··· Data shown ···

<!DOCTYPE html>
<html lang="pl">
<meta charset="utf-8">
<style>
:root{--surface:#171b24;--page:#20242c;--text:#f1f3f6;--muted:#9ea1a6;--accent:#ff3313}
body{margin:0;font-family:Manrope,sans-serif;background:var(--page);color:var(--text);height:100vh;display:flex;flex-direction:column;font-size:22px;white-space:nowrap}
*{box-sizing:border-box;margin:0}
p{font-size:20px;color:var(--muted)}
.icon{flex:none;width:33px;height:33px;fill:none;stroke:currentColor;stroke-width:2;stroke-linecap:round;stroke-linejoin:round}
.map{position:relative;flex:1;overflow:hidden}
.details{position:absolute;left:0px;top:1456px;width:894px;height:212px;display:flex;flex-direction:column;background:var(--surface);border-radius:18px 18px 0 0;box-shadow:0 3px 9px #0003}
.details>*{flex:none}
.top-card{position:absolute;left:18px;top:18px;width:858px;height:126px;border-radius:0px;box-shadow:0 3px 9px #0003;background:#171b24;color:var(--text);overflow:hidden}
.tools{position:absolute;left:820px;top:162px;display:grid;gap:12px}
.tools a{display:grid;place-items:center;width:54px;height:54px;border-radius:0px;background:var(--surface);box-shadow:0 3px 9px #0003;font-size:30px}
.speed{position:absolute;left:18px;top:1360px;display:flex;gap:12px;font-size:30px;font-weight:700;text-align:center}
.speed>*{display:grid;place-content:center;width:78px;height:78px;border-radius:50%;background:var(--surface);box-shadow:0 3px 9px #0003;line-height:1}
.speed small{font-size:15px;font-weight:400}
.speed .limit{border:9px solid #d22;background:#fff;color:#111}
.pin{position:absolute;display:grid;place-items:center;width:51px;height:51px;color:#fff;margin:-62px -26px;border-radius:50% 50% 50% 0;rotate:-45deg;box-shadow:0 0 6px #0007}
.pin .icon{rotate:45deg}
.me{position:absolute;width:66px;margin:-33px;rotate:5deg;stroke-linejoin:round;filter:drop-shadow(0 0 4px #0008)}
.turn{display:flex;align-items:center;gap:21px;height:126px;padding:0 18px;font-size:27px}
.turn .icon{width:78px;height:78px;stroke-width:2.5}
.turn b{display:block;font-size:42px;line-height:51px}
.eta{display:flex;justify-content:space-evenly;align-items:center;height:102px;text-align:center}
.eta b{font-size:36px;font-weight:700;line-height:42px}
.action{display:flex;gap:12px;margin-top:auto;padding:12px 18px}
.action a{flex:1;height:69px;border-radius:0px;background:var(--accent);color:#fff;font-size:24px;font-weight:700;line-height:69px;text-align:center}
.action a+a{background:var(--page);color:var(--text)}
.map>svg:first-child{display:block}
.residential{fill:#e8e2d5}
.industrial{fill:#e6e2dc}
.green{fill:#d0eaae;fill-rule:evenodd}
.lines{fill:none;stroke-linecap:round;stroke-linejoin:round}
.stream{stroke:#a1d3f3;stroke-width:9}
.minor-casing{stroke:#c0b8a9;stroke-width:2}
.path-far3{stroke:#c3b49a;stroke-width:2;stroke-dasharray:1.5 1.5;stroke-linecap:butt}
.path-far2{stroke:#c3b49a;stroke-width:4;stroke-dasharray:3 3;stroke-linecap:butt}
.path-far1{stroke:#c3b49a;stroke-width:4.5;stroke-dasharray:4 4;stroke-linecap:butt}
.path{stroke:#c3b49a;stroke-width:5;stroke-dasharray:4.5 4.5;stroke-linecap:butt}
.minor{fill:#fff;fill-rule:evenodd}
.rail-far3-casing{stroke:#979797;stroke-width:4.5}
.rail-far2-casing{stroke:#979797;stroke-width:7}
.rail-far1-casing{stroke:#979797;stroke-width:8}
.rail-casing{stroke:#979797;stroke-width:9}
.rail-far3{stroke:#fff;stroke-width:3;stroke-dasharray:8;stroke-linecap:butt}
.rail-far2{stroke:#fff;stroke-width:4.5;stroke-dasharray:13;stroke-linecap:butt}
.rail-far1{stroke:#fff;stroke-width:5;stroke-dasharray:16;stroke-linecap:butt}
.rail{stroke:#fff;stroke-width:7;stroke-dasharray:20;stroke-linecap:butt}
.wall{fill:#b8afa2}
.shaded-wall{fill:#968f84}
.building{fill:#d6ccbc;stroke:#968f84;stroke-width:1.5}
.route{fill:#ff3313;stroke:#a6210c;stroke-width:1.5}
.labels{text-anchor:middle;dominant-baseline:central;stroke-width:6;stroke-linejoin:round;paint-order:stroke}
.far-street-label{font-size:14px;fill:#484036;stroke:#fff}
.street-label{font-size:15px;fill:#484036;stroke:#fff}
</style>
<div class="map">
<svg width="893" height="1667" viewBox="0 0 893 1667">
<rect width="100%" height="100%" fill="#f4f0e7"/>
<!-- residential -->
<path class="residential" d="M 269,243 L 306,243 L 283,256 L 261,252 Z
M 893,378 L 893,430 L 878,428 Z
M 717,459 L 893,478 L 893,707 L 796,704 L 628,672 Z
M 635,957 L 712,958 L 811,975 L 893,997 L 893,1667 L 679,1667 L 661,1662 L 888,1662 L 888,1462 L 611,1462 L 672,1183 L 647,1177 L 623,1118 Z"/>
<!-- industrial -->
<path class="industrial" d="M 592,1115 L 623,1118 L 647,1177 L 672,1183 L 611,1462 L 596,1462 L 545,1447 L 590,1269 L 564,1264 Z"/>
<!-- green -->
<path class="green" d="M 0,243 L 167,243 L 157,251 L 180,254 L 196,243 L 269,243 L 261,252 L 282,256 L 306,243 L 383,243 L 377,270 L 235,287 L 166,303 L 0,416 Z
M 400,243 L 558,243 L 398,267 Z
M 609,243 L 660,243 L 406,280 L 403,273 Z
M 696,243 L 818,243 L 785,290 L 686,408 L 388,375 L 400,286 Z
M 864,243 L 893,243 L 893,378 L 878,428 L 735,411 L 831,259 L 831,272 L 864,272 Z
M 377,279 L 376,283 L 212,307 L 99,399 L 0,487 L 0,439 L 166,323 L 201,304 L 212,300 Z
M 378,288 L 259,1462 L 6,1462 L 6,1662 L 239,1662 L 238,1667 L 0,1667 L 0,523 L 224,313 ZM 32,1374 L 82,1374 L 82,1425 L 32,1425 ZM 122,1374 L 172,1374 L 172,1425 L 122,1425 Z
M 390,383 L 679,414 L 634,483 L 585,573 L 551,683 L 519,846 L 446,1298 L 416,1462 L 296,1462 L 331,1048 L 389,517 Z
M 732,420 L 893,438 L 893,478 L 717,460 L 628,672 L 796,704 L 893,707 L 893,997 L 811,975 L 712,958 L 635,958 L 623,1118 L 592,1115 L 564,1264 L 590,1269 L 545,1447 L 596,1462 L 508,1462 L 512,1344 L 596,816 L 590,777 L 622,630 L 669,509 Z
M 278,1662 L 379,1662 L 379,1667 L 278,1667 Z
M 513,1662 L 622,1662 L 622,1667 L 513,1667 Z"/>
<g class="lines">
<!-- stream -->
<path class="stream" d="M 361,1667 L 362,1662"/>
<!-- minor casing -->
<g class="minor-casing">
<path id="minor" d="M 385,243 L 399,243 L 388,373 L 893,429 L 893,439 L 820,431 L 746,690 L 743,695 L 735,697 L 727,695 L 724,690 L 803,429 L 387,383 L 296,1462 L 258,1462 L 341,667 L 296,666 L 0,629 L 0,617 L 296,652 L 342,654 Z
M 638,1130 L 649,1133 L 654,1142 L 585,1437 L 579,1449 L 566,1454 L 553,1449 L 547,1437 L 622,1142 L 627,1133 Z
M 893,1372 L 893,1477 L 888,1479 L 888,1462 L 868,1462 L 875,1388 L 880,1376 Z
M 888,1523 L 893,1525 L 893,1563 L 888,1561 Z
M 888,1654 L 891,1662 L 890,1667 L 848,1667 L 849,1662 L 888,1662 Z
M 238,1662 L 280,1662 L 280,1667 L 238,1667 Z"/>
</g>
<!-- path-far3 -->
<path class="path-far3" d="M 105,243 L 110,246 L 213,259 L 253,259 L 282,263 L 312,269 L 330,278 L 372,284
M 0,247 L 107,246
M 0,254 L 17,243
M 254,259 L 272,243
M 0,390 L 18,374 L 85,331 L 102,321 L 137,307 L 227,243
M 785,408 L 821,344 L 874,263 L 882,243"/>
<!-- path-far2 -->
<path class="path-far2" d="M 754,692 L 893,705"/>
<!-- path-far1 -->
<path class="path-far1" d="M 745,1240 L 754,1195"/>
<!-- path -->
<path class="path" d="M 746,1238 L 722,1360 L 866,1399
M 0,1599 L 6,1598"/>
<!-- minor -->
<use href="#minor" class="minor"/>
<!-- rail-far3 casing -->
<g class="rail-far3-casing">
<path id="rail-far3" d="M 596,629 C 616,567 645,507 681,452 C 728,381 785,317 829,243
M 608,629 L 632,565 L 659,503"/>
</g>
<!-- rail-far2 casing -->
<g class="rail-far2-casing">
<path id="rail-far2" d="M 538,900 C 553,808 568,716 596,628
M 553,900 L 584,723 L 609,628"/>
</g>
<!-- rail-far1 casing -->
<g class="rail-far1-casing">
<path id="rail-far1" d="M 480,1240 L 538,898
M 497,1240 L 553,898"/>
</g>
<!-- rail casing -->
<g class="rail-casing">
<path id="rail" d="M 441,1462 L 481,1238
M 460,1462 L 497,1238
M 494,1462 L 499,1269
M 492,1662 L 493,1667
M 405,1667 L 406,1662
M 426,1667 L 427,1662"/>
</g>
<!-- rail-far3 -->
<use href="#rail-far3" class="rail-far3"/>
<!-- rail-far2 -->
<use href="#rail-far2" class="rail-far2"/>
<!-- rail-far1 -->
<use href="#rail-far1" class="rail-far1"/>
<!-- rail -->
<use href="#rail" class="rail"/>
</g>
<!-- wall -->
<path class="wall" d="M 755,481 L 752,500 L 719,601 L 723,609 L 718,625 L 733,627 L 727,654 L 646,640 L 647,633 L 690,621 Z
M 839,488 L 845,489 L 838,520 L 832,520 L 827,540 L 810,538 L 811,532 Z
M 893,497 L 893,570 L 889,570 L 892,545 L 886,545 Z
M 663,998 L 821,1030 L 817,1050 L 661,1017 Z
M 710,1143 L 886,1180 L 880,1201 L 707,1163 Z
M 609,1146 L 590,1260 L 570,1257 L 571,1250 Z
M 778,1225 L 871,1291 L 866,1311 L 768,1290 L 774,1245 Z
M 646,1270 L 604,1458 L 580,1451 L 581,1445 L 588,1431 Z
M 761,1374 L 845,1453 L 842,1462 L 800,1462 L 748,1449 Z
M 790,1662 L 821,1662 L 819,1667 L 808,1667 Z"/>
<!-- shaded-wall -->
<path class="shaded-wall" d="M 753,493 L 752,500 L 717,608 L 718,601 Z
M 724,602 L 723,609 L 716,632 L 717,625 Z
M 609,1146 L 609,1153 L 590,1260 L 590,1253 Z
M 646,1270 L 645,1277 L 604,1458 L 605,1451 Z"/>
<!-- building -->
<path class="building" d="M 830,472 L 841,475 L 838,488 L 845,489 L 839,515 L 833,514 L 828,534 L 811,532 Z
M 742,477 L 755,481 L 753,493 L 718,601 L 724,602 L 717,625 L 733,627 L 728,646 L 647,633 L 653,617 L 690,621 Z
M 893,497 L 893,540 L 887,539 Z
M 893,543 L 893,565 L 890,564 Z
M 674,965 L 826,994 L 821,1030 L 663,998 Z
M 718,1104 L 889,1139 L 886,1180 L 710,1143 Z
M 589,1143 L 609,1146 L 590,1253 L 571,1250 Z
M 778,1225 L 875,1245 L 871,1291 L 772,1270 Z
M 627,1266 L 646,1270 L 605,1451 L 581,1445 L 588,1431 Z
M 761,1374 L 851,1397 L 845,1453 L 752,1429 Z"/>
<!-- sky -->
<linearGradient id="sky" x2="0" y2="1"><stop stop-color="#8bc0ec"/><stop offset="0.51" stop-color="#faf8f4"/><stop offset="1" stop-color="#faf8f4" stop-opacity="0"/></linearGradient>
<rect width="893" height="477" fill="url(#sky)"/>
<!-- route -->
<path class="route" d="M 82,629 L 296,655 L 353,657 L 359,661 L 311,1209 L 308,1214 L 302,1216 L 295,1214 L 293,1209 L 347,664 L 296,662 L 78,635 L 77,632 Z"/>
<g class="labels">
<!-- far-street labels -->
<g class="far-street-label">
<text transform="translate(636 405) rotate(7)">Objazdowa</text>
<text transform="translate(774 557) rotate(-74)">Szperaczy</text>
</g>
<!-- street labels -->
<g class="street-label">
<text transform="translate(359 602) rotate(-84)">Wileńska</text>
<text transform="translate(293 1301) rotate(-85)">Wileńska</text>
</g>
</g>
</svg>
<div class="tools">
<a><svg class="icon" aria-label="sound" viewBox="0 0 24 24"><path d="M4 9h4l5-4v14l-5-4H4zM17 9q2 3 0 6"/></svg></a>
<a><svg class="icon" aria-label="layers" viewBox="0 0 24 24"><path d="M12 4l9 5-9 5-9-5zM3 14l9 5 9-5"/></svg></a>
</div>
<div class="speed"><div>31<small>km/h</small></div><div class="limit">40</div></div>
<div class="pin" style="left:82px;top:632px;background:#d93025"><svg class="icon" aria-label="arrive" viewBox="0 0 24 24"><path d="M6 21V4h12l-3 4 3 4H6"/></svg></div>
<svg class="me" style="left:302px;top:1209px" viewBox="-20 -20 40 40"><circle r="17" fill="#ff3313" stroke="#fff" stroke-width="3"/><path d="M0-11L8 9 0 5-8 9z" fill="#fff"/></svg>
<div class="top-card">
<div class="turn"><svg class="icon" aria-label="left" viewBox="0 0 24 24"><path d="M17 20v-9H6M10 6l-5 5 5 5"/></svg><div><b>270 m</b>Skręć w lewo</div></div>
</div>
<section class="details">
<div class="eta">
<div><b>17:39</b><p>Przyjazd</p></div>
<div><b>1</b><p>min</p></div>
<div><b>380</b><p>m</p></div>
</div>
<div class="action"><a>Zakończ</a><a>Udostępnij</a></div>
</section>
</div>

···

Your answer should consist of the lines from the listing that hold the word "route".

▶ **Written answer**:
.route{fill:#ff3313;stroke:#a6210c;stroke-width:1.5}
<!-- route -->
<path class="route" d="M 82,629 L 296,655 L 353,657 L 359,661 L 311,1209 L 308,1214 L 302,1216 L 295,1214 L 293,1209 L 347,664 L 296,662 L 78,635 L 77,632 Z"/>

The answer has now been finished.